## [Exercise]
Output each entry verbatim.
[Start of section]
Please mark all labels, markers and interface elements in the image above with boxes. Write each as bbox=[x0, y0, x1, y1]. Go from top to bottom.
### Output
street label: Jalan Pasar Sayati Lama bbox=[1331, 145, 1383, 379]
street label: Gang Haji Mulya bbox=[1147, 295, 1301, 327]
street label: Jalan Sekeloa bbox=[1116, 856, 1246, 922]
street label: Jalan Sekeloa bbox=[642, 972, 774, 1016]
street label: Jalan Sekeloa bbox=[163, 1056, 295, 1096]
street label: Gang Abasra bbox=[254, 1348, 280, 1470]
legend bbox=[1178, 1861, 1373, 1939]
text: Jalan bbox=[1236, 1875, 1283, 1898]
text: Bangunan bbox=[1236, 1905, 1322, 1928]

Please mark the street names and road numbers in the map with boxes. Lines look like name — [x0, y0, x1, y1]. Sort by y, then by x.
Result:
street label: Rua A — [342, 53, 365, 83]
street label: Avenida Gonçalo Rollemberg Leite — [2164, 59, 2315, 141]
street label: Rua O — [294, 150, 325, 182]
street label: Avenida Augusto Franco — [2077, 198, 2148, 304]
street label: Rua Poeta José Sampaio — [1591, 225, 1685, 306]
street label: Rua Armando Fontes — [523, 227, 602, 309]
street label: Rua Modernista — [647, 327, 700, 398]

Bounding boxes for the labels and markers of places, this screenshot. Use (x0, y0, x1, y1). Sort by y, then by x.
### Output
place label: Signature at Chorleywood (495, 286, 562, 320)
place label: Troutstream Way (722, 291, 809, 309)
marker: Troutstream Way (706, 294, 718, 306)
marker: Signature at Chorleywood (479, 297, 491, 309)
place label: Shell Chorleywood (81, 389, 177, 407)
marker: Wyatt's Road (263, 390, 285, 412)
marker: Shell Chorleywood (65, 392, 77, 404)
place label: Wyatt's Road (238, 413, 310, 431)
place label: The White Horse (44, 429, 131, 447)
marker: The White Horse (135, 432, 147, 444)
[End of section]
## [Output of the exercise]
Please mark all labels, markers and interface elements in the image above with boxes. Write each as bbox=[x0, y0, x1, y1]. Go from top to bottom.
### Output
street label: Jalan Pasar Sayati Lama bbox=[1331, 145, 1383, 379]
street label: Gang Haji Mulya bbox=[1147, 295, 1301, 327]
street label: Jalan Sekeloa bbox=[1116, 856, 1246, 922]
street label: Jalan Sekeloa bbox=[642, 972, 774, 1016]
street label: Jalan Sekeloa bbox=[163, 1056, 295, 1096]
street label: Gang Abasra bbox=[254, 1348, 280, 1470]
legend bbox=[1178, 1861, 1373, 1939]
text: Jalan bbox=[1236, 1875, 1283, 1898]
text: Bangunan bbox=[1236, 1905, 1322, 1928]

Please mark the street names and road numbers in the map with boxes. Lines look like name — [x0, y0, x1, y1]. Sort by y, then by x.
Result:
street label: Rua A — [342, 53, 365, 83]
street label: Avenida Gonçalo Rollemberg Leite — [2164, 59, 2315, 141]
street label: Rua O — [294, 150, 325, 182]
street label: Avenida Augusto Franco — [2077, 198, 2148, 304]
street label: Rua Poeta José Sampaio — [1591, 225, 1685, 306]
street label: Rua Armando Fontes — [523, 227, 602, 309]
street label: Rua Modernista — [647, 327, 700, 398]

Bounding boxes for the labels and markers of places, this screenshot. Use (x0, y0, x1, y1). Sort by y, then by x.
### Output
place label: Signature at Chorleywood (495, 286, 562, 320)
place label: Troutstream Way (722, 291, 809, 309)
marker: Troutstream Way (706, 294, 718, 306)
marker: Signature at Chorleywood (479, 297, 491, 309)
place label: Shell Chorleywood (81, 389, 177, 407)
marker: Wyatt's Road (263, 390, 285, 412)
marker: Shell Chorleywood (65, 392, 77, 404)
place label: Wyatt's Road (238, 413, 310, 431)
place label: The White Horse (44, 429, 131, 447)
marker: The White Horse (135, 432, 147, 444)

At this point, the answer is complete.